§ Problem:
From first line to last, transcribe the listing exactly and skip any image.

§ Source data:
"""

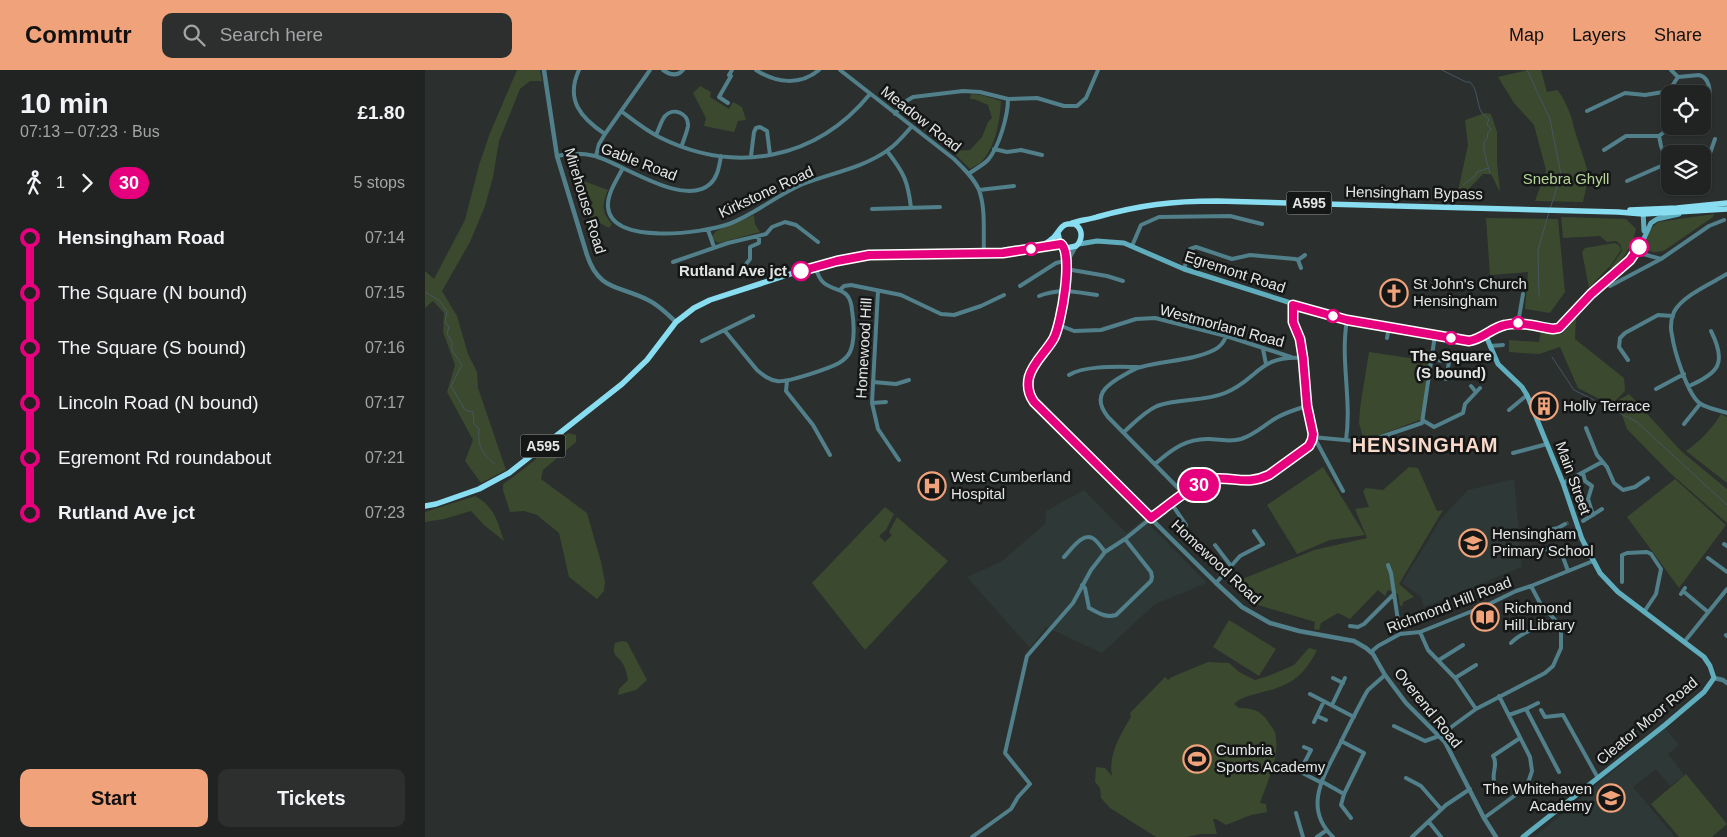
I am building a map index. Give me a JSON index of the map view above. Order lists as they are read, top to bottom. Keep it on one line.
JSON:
{"streets":{"highway":["Hensingham Bypass","A595"],"main road":["Egremont Road","Main Street","Cleator Moor Road"],"street":["Meadow Road","Gable Road","Kirkstone Road","Mirehouse Road","Westmorland Road","Homewood Hill","Homewood Road","Richmond Hill Road","Overend Road"]},"crossings":[["Meadow Road","Kirkstone Road"],["Meadow Road","A595"],["Gable Road","Kirkstone Road"],["Gable Road","Mirehouse Road"],["Hensingham Bypass","A595"],["Mirehouse Road","A595"],["Egremont Road","Main Street"],["Westmorland Road","Homewood Road"],["Main Street","Richmond Hill Road"],["Main Street","Cleator Moor Road"],["Homewood Road","Richmond Hill Road"],["Homewood Road","Overend Road"],["Richmond Hill Road","Overend Road"]],"districts":["HENSINGHAM"],"parks":["Snebra Ghyll"],"places":{"other":["Rutland Ave jct","The Square (S bound)"],"church":["St John's Church Hensingham"],"building":["Holly Terrace"],"hospital":["West Cumberland Hospital"],"school or university":["Hensingham Primary School","The Whitehaven Academy"],"library":["Richmond Hill Library"],"sports":["Cumbria Sports Academy"]},"lines":["bus line 30"],"page":{"header":"Commutr","search":"Search here","nav":["Map","Layers","Share"],"heading":["10 min","07:13 – 07:23 · Bus","£1.80"],"on_map":"30","legs":["1","30","5 stops"],"list":[{"name":"Hensingham Road","value":"07:14"},{"name":"The Square (N bound)","value":"07:15"},{"name":"The Square (S bound)","value":"07:16"},{"name":"Lincoln Road (N bound)","value":"07:17"},{"name":"Egremont Rd roundabout","value":"07:21"},{"name":"Rutland Ave jct","value":"07:23"}],"buttons":["Start","Tickets"]}}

"""

§ Expected answer:
I am building a map index. Give me a JSON index of the map view above. Order lists as they are read, top to bottom. Keep it on one line.
JSON:
{"streets":{"highway":["Hensingham Bypass","A595"],"main road":["Egremont Road","Main Street","Cleator Moor Road"],"street":["Meadow Road","Gable Road","Kirkstone Road","Mirehouse Road","Westmorland Road","Homewood Hill","Homewood Road","Richmond Hill Road","Overend Road"]},"crossings":[["Meadow Road","Kirkstone Road"],["Meadow Road","A595"],["Gable Road","Kirkstone Road"],["Gable Road","Mirehouse Road"],["Hensingham Bypass","A595"],["Mirehouse Road","A595"],["Egremont Road","Main Street"],["Westmorland Road","Homewood Road"],["Main Street","Richmond Hill Road"],["Main Street","Cleator Moor Road"],["Homewood Road","Richmond Hill Road"],["Homewood Road","Overend Road"],["Richmond Hill Road","Overend Road"]],"districts":["HENSINGHAM"],"parks":["Snebra Ghyll"],"places":{"other":["Rutland Ave jct","The Square (S bound)"],"church":["St John's Church Hensingham"],"building":["Holly Terrace"],"hospital":["West Cumberland Hospital"],"school or university":["Hensingham Primary School","The Whitehaven Academy"],"library":["Richmond Hill Library"],"sports":["Cumbria Sports Academy"]},"lines":["bus line 30"],"page":{"header":"Commutr","search":"Search here","nav":["Map","Layers","Share"],"heading":["10 min","07:13 – 07:23 · Bus","£1.80"],"on_map":"30","legs":["1","30","5 stops"],"list":[{"name":"Hensingham Road","value":"07:14"},{"name":"The Square (N bound)","value":"07:15"},{"name":"The Square (S bound)","value":"07:16"},{"name":"Lincoln Road (N bound)","value":"07:17"},{"name":"Egremont Rd roundabout","value":"07:21"},{"name":"Rutland Ave jct","value":"07:23"}],"buttons":["Start","Tickets"]}}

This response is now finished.